Extracted information Block Start

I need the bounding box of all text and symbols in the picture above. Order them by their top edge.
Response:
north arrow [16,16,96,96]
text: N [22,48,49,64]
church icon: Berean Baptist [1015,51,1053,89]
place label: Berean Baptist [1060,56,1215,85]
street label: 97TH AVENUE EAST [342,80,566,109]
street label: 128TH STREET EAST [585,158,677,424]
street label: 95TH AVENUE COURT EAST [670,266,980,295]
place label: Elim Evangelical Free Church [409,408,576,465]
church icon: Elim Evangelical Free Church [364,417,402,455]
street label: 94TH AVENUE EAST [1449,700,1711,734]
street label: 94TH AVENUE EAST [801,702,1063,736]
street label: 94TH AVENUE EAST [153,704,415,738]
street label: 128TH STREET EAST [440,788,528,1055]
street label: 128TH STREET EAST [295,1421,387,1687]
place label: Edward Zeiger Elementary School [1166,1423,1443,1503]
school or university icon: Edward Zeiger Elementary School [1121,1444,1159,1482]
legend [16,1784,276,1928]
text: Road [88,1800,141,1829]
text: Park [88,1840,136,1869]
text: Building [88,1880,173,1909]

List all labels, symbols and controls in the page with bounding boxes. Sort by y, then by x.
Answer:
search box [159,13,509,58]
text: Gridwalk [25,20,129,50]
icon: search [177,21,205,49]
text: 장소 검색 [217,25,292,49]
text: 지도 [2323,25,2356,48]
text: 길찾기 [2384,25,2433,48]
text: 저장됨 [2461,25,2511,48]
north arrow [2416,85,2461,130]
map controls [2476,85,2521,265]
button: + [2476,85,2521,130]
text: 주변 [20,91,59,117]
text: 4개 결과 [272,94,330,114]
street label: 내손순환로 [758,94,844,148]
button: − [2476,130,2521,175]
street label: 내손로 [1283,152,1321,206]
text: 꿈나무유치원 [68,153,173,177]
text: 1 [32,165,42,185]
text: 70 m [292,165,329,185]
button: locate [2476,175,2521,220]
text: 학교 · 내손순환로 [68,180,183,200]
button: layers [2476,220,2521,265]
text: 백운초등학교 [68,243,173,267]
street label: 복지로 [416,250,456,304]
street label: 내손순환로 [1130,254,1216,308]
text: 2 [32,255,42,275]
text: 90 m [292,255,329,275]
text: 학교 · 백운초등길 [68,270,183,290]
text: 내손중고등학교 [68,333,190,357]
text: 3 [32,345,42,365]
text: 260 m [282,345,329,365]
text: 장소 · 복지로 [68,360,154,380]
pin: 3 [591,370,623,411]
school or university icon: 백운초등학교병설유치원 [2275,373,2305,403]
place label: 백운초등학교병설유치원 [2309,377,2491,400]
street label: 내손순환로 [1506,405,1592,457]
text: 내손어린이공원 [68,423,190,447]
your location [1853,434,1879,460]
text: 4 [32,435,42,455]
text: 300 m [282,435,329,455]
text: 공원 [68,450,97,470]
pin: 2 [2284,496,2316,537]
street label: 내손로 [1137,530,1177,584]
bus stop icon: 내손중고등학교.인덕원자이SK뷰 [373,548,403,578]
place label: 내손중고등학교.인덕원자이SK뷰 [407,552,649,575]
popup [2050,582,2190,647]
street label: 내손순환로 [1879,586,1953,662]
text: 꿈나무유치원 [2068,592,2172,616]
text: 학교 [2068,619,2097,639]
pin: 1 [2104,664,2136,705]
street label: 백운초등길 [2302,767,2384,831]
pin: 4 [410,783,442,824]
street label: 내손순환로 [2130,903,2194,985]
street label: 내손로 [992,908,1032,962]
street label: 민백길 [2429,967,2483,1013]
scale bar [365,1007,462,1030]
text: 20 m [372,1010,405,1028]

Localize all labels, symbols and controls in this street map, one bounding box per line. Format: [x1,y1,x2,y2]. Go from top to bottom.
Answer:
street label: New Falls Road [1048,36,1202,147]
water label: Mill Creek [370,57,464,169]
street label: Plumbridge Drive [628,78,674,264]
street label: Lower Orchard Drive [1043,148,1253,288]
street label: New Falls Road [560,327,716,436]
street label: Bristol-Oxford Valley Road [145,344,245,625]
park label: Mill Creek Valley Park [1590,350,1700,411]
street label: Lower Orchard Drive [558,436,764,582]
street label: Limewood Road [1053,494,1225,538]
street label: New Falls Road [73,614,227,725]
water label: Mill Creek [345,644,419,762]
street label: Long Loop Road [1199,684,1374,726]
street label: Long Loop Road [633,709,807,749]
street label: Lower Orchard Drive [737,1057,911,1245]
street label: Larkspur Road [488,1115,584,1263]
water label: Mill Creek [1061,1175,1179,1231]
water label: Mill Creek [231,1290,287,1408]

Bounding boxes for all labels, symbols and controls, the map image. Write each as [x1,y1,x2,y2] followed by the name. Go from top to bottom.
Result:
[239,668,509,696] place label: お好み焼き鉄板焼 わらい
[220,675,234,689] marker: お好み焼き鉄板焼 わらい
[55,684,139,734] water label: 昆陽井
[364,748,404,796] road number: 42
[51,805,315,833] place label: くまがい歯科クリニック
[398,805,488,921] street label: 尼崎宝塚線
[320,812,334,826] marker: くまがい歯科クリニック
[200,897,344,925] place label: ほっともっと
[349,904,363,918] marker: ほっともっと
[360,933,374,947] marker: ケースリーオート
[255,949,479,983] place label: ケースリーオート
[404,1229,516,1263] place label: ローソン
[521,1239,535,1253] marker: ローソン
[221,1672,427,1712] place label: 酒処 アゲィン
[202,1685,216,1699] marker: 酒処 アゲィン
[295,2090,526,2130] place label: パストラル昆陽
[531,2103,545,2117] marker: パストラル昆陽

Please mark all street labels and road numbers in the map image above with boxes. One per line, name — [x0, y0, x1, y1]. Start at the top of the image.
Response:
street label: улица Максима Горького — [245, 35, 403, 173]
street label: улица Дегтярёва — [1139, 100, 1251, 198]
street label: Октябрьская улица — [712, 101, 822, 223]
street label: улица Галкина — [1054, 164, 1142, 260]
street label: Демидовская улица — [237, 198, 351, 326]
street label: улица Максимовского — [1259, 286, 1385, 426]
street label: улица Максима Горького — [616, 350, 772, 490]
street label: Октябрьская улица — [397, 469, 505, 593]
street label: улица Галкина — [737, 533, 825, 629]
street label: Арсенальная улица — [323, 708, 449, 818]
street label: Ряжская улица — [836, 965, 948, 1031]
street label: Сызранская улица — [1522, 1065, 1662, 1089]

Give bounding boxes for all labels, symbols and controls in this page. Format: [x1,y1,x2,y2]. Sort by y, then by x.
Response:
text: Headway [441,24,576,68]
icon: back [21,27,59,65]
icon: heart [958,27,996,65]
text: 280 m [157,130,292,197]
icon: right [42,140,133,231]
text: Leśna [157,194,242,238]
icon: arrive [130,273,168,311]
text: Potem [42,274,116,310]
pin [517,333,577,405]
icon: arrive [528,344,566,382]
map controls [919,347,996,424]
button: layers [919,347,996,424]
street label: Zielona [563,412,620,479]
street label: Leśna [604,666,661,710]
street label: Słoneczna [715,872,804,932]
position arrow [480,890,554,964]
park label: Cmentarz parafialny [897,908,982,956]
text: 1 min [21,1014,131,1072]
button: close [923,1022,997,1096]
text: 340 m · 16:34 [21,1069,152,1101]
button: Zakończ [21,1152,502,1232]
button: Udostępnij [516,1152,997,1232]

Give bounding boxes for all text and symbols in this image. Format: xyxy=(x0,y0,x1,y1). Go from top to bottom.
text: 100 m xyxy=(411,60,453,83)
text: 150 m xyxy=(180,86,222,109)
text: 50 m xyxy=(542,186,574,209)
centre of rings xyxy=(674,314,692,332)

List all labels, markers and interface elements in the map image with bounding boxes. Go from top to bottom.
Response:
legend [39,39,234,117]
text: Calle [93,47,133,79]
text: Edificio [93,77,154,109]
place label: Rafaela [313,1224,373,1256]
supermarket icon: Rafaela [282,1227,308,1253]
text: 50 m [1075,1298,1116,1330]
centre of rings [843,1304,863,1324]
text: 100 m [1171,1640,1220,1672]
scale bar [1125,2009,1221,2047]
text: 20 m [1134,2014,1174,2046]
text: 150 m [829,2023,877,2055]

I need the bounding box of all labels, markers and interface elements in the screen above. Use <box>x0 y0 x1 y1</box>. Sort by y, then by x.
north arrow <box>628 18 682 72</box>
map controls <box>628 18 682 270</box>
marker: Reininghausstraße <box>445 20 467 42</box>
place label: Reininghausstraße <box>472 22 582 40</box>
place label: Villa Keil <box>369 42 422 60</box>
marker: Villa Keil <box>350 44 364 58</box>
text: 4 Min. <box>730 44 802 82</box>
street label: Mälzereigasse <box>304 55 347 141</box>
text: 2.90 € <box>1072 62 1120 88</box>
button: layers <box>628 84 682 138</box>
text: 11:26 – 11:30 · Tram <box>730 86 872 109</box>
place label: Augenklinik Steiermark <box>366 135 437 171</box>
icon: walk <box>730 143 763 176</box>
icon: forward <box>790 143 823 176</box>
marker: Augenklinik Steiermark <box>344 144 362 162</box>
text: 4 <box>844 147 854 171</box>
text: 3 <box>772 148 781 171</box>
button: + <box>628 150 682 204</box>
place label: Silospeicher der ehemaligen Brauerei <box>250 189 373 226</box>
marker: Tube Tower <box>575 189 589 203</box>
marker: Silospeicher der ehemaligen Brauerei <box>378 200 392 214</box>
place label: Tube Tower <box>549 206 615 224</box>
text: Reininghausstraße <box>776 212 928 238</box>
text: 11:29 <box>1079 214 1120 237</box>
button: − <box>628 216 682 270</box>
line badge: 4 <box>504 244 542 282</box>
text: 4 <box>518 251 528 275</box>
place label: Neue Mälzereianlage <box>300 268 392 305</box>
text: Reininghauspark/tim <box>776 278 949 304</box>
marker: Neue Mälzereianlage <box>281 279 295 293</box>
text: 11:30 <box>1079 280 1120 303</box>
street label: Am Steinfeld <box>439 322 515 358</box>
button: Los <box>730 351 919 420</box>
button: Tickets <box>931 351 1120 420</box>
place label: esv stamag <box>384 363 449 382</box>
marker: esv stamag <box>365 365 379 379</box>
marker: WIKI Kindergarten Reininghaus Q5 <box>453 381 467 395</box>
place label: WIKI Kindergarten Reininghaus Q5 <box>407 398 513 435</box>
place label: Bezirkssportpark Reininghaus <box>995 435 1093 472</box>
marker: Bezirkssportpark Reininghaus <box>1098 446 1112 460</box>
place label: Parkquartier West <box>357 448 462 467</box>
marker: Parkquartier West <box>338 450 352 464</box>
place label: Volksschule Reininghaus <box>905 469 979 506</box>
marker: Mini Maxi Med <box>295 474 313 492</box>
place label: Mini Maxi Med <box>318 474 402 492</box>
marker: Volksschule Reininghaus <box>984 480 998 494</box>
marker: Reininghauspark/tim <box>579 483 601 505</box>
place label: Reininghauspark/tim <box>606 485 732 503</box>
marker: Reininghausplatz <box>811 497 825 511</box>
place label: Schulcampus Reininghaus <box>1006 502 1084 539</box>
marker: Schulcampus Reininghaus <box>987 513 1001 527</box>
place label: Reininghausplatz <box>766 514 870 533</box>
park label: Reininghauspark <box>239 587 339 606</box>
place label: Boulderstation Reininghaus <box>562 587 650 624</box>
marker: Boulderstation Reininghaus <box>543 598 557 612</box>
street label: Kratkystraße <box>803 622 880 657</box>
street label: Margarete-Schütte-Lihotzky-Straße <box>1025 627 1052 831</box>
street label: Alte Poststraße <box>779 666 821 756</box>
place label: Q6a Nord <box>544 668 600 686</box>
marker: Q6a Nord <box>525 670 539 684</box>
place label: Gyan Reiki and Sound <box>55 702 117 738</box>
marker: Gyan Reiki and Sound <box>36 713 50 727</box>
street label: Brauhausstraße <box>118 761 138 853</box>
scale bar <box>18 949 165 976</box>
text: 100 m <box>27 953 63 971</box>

Extracted information Block End

## Aim of the exercise
Reproduce, word for word and in full, only the lines above that start at the line with "Bounding boxes for all labels, symbols and controls, the" and run through the line with "Give bounding boxes for all labels, symbols", both ends included.

## Written reply
Bounding boxes for all labels, symbols and controls, the map image. Write each as [x1,y1,x2,y2] followed by the name. Go from top to bottom.
Result:
[239,668,509,696] place label: お好み焼き鉄板焼 わらい
[220,675,234,689] marker: お好み焼き鉄板焼 わらい
[55,684,139,734] water label: 昆陽井
[364,748,404,796] road number: 42
[51,805,315,833] place label: くまがい歯科クリニック
[398,805,488,921] street label: 尼崎宝塚線
[320,812,334,826] marker: くまがい歯科クリニック
[200,897,344,925] place label: ほっともっと
[349,904,363,918] marker: ほっともっと
[360,933,374,947] marker: ケースリーオート
[255,949,479,983] place label: ケースリーオート
[404,1229,516,1263] place label: ローソン
[521,1239,535,1253] marker: ローソン
[221,1672,427,1712] place label: 酒処 アゲィン
[202,1685,216,1699] marker: 酒処 アゲィン
[295,2090,526,2130] place label: パストラル昆陽
[531,2103,545,2117] marker: パストラル昆陽

Please mark all street labels and road numbers in the map image above with boxes. One per line, name — [x0, y0, x1, y1]. Start at the top of the image.
Response:
street label: улица Максима Горького — [245, 35, 403, 173]
street label: улица Дегтярёва — [1139, 100, 1251, 198]
street label: Октябрьская улица — [712, 101, 822, 223]
street label: улица Галкина — [1054, 164, 1142, 260]
street label: Демидовская улица — [237, 198, 351, 326]
street label: улица Максимовского — [1259, 286, 1385, 426]
street label: улица Максима Горького — [616, 350, 772, 490]
street label: Октябрьская улица — [397, 469, 505, 593]
street label: улица Галкина — [737, 533, 825, 629]
street label: Арсенальная улица — [323, 708, 449, 818]
street label: Ряжская улица — [836, 965, 948, 1031]
street label: Сызранская улица — [1522, 1065, 1662, 1089]

Give bounding boxes for all labels, symbols and controls in this page. Format: [x1,y1,x2,y2]. Sort by y, then by x.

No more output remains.